C’è un calcio pre-pandemia e ce ne sarà uno post-pandemia. Questo riguarda le quotazioni dei calciatori e i loro stipendi. E, ovviamente, interessa anche il Napoli. De Laurentiis ha dichiarato che l’obiettivo primario è alleggerire il tetto ingaggi. Ma non avverrà ad ogni costo. E non è questo il periodo migliore. Non è che improvvisamente i calciatori del Napoli siano diventati meno appetibili, è che il calciomercato è in bonaccia. Alle porte del club non ha bussato nessuno, per nessuno: né per Fabian né per Koulibaly (che tra l’altro a Napoli percepisce uno stipendio difficilmente riproducibile) né per Insigne né per Zielinski. Vale per chiunque. Tranne alcuni calciatori utilizzati nel secondo tempo contro la Bassa Anaunia, ma in quel caso le cifre di trasferimento e di ingaggio possono essere ritenute irrilevanti.

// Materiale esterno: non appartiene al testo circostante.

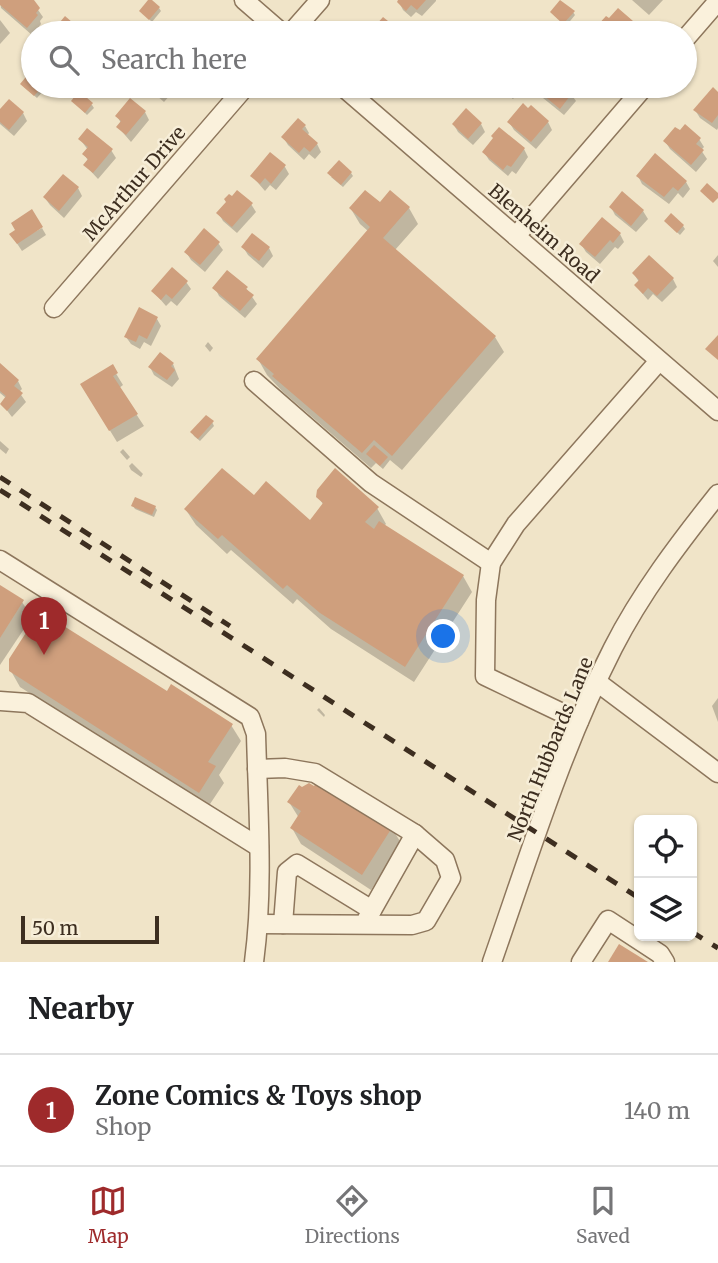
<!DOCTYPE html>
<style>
:root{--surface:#fff;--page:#f6f6f6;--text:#202124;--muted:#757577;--line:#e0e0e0;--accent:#9e2a2b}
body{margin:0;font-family:Merriweather,serif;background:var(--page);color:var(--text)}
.controls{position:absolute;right:21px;bottom:21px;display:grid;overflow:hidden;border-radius:10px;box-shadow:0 2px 5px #0004}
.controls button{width:63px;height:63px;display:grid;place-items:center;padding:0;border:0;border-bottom:2px solid var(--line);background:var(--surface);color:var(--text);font:35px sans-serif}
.scale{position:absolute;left:21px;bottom:18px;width:138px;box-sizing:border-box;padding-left:7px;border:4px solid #3d2e20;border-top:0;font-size:19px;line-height:24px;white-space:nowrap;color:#3d2e20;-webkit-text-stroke:5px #f7eed8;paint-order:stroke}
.you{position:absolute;left:444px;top:637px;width:24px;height:24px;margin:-18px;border:5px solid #fff;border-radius:50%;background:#1a73e8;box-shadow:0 0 0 10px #1a73e833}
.badge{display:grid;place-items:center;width:46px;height:46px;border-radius:50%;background:var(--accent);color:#fff;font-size:23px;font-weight:700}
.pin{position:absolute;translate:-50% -58px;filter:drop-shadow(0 2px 4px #0008)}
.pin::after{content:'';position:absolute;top:37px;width:24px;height:21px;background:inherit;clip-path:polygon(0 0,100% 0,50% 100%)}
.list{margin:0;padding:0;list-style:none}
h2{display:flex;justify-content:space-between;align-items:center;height:91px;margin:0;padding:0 28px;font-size:30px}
h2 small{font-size:23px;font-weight:400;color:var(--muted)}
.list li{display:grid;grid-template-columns:46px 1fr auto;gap:21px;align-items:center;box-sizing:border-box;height:112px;padding:0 28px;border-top:2px solid var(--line)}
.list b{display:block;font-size:26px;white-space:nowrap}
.list p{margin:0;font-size:23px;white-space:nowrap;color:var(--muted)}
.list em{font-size:23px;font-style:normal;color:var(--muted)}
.icon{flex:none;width:38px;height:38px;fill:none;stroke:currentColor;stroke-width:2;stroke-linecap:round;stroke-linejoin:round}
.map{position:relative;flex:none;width:718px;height:962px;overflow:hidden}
.search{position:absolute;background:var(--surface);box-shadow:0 2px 5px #0004;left:21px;right:21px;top:21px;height:77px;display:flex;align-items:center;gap:18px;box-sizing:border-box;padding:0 24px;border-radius:38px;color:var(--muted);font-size:26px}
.sheet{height:203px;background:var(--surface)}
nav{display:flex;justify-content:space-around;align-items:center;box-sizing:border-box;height:98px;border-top:2px solid var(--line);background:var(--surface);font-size:19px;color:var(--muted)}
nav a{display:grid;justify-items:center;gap:4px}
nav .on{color:var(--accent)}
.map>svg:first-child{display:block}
</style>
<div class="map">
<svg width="718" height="962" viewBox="0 0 718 962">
<rect width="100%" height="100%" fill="#f0e4c8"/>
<!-- shadow -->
<g fill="#0003">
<polygon points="0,0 31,0 43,17 40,21 41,24 32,35 1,8"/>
<polygon points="401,0 436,0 436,1 422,16 416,12 411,17 403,10 399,2"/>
<polygon points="632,0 663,0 649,15"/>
<polygon points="159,8 161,11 152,22 141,11"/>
<polygon points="618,10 632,22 636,30 634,33 603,33 599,26 609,20"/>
<polygon points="573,12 575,15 566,26 554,15"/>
<polygon points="0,20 10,33 0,44"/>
<polygon points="181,25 189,33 174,33"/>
<polygon points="30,75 33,78 33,86 43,86 45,89 37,98 24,87"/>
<polygon points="153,86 178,86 164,102 156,95"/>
<polygon points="498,86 516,86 513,89 517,94 513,99"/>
<polygon points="542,86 562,86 571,94 576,101 564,115 543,98 539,90"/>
<polygon points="718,94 718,128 717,130 700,118 695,110"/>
<polygon points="73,101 92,105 94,108 87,115"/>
<polygon points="528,110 548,122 552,130 536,149 514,130 509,122"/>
<polygon points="0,111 23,113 27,121 14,136 0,124"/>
<polygon points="145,112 149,120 131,142 118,127 121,123 117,116"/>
<polygon points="481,124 485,132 473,145 458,132 454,125"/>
<polygon points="305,126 309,133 307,136 317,144 321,152 315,159 309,154 304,160 288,145 283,137"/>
<polygon points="680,133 699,139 704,147 701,150 707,159 696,172 670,149 665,141"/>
<polygon points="80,139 111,150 116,158 98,179 85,165 89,162 84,154 88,150"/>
<polygon points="524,149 528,157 516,174 512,171 508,176 489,160 484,152"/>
<polygon points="271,154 285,167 289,174 276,190 270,185 265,191 252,176"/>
<polygon points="351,173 353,176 343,187 331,177"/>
<polygon points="64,176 78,188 82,196 64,218 50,205 45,198"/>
<polygon points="638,176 686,182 690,189 683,198 678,193 669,204 642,184"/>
<polygon points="251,204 256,212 237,233 223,221 219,214"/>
<polygon points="380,205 409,208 418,224 395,250 495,337 504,352 402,470 390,460 383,469 376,463 371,468 283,392 267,375 258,359 368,231 360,224 351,209"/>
<polygon points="611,207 643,211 648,219 636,232 615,215"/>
<polygon points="668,224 683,226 685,229 680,235"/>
<polygon points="42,228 46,235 22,251 16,242"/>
<polygon points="620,234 624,242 618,249 615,247 600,264 586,252 581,244"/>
<polygon points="218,243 223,250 205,272 191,260 186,252"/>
<polygon points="243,247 269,248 273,256 263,268 248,255"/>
<polygon points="718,255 718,267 713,261"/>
<polygon points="634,274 673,279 677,287 662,302 653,294 648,300 636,286 639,282"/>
<polygon points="186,282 191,289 177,306 171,301 166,306 153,291"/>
<polygon points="215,288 246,288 257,304 245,318 219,296"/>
<polygon points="157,319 161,326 151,346 144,342 140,349 131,344 126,337"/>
<polygon points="208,342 213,348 210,352 205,346"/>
<polygon points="173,364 179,379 172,387 154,375 150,367"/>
<polygon points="0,366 18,381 22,389 19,392 26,402 12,417 2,404 6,398 0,393"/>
<polygon points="112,367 123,385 119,388 144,426 117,442 82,385"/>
<polygon points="212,422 214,426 200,441 194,436 192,432"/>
<polygon points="0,441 9,449 6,454 0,449"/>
<polygon points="123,449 130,457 127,460 120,452"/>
<polygon points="132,463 143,474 141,477 131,470 129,466"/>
<polygon points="318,496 377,508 386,524 384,526 463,576 472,592 414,682 331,629 297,599 293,604 231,550 227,554 196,525 186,510 254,498 310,522 324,506"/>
<polygon points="133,506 155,507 157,510 154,517 135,509"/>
<polygon points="0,587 22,602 32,617 0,665"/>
<polygon points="11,671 167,694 231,725 241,741 219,775 224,783 208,807 20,687"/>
<polygon points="718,698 718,722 712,706"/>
<polygon points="319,708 325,715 324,717 317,710"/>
<polygon points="289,802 392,828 401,843 371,890 301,844 292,828 299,818"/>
</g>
<!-- building -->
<g fill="#cf9f7d">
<polygon points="0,0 34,0 40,8 36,13 38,15 27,28 0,5"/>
<polygon points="148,0 152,0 160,7 149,20 139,11"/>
<polygon points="398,0 426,0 417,10 411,5 406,11 397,2"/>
<polygon points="560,0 575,11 563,24 550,12"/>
<polygon points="618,8 633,21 623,33 605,33 597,26 606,16 609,18"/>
<polygon points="65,16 81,30 78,33 62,33 55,28"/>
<polygon points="383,17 403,33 369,33"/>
<polygon points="30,72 33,75 33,86 43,86 34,96 20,84"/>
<polygon points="540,86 565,86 573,92 560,109 537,90"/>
<polygon points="713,87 718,92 718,115 712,123 693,110"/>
<polygon points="79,91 93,103 85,113 71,101"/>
<polygon points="130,98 146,111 126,135 116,127 121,121 115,116"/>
<polygon points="9,99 24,112 9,130 0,122 0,109"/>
<polygon points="523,103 528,108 531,105 549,121 531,142 507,122"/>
<polygon points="466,108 482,123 468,139 452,124"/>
<polygon points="298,118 306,125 302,129 318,143 310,152 304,147 299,153 281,137"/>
<polygon points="685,124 701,138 696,144 704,150 691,165 663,141 675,127 680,130"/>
<polygon points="499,127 525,148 511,167 507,165 503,170 482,152 493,138 491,136"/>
<polygon points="87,128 113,149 93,173 83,165 88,159 82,154 88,147 78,139"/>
<polygon points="270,152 286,165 271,184 265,178 260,184 250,176"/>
<polygon points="655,153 687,181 678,191 673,187 664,197 636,176"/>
<polygon points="339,160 352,172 341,185 327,173"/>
<polygon points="63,174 79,187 59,211 43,197"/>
<polygon points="707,183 718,193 718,198 713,203 700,191"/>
<polygon points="237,190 253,203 232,227 216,213 226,202 224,199 229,194 232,196"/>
<polygon points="365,190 380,202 390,190 410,207 383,238 496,336 392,456 374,440 362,453 272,376 274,374 256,359 370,227 349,208"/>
<polygon points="622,191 644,210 631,226 609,207"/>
<polygon points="32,209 43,227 17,244 9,234 15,230 11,223"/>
<polygon points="671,213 684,225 677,233 664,221"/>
<polygon points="602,217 621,233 613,243 610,240 595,257 579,244"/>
<polygon points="204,228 220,242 200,265 184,252"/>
<polygon points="252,233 270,247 259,261 241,247"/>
<polygon points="649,255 674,278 657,296 648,288 643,294 634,285 639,280 632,273"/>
<polygon points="172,267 188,281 172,299 166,294 161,300 151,291"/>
<polygon points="227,270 248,287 246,289 254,295 240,311 212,288"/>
<polygon points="139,307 158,317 147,339 139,335 136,342 124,337"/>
<polygon points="718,335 718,360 705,349"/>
<polygon points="160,352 174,363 171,366 175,370 167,380 148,367"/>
<polygon points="0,363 19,380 14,386 23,393 7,411 0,404 6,396 0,391"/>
<polygon points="113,364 118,373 113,376 138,414 109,431 80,384"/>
<polygon points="206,415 214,421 198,439 190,432"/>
<polygon points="374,445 388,457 380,466 366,454"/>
<polygon points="222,468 254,495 266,481 310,520 323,503 316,497 317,490 335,468 379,507 365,522 374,529 379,521 464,575 405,667 320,613 287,585 283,589 222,535 218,539 184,509"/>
<polygon points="135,497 156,506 152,515 131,506"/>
<polygon points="0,585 24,600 0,638"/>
<polygon points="40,611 167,691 171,684 233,724 208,762 216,766 199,793 9,671 9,659"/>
<polygon points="320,778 393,826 362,875 290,828 301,811 287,802 299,785 302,787 309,783 314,786"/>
<polygon points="619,944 648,962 608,962"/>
</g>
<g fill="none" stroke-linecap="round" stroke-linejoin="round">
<!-- minor casing -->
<g stroke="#8d765c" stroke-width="21">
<g id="minor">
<polyline points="244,0 282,33"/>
<polyline points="291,33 320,0"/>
<polyline points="685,39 718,1"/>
<polyline points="342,86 718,411"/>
<polyline points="516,236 645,86"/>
<polyline points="54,308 246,86"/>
<polyline points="254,381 371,483 491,563"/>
<path d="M0,560L250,717L256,734C258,810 264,887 254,962"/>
<polyline points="597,682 718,773"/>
<polyline points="0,701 28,703 259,847"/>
<polyline points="579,721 485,676 486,600 491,563 516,524 659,361"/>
<polyline points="257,769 285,768 315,773 415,834 445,860 451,878 426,921 412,925 259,924"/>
<polyline points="367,919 415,834"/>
<polyline points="283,924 287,872 297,864 372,910"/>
<path d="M492,962C529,856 562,748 613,648C641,593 679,543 718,494"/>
<polyline points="581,962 608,920 660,954 665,962"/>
</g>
</g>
<!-- minor -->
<use href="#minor" stroke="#faf1dc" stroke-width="18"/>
<!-- rail -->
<g stroke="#3d2e20" stroke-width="5" stroke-dasharray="12 12" stroke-linecap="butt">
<polyline points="0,477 230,626"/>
<polyline points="0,490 639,898"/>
<polyline points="692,932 718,948"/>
</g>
</g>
<g text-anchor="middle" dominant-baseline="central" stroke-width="5" stroke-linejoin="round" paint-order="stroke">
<!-- street labels -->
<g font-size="19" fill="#3d2e20" stroke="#f7eed8">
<text transform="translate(134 183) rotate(-49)">McArthur Drive</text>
<text transform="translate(544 233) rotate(41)">Blenheim Road</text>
<text transform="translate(550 749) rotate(-68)">North Hubbards Lane</text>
</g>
</g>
</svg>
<div class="controls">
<button><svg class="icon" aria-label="locate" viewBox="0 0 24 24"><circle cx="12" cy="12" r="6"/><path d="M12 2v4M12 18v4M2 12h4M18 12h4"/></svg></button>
<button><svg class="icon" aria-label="layers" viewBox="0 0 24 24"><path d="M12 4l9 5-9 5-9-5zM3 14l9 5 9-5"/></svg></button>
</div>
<div class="scale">50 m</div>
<div class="you"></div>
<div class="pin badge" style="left:44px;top:655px">1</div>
<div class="search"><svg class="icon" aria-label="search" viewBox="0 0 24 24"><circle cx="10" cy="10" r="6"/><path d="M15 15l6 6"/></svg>Search here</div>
</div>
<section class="sheet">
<h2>Nearby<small></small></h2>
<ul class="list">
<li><span class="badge">1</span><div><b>Zone Comics &amp; Toys shop</b><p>Shop</p></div><em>140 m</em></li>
</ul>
</section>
<nav>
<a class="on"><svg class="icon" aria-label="map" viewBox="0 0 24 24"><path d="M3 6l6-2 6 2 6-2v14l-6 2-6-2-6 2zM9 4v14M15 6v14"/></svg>Map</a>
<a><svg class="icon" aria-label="directions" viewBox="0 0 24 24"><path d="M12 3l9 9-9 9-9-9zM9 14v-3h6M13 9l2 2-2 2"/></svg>Directions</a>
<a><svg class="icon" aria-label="saved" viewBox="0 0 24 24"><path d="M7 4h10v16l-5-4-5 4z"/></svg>Saved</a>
</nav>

Non è accaduto nulla che facesse convocare una riunione d’urgenza ai vertici del club. È allo stesso tempo una buona e una brutta notizia. Dal punto di vista di Spalletti, è certamente una buona notizia.

La situazione è di facile lettura, non c’è bisogno di fare chissà quale congettura. Vale anche per Insigne. Quello del Napoli non è un capriccio. Il Napoli non può assicurare a Insigne lo stesso ingaggio pre-pandemia. Se il calciatore e il suo entourage lo accettano, è bene e si procederà al rinnovo. Altrimenti il rinnovo non ci sarà. È molto semplice. Insigne potrebbe andar via se riuscisse a portare al Napoli un’offerta adeguata: al momento non ce n’è stata alcuna, né congrua né incongrua. Resta l’ultima opzione: andare avanti insieme ancora un anno, sapendo che a giugno 2022 ci sarà la separazione. Al momento è l’ipotesi più accreditata, con tutti i rischi del caso (polemiche alla prima prestazione negativa, rischio infortuni eccetera eccetera). Oppure c’è l’ipotesi Nainggolan: la rescissione che farebbe bene a entrambi, soprattutto se Insigne e il suo entourage sono certi di poter strappare un contratto a condizioni più vantaggiose di quelle del Napoli (4,5 milioni netti l’anno). Perché la crisi economica non è uno scherzo. È la realtà. Che ancora troppe persone, persino tra gli addetti ai lavori, fanno fatica ad accettare.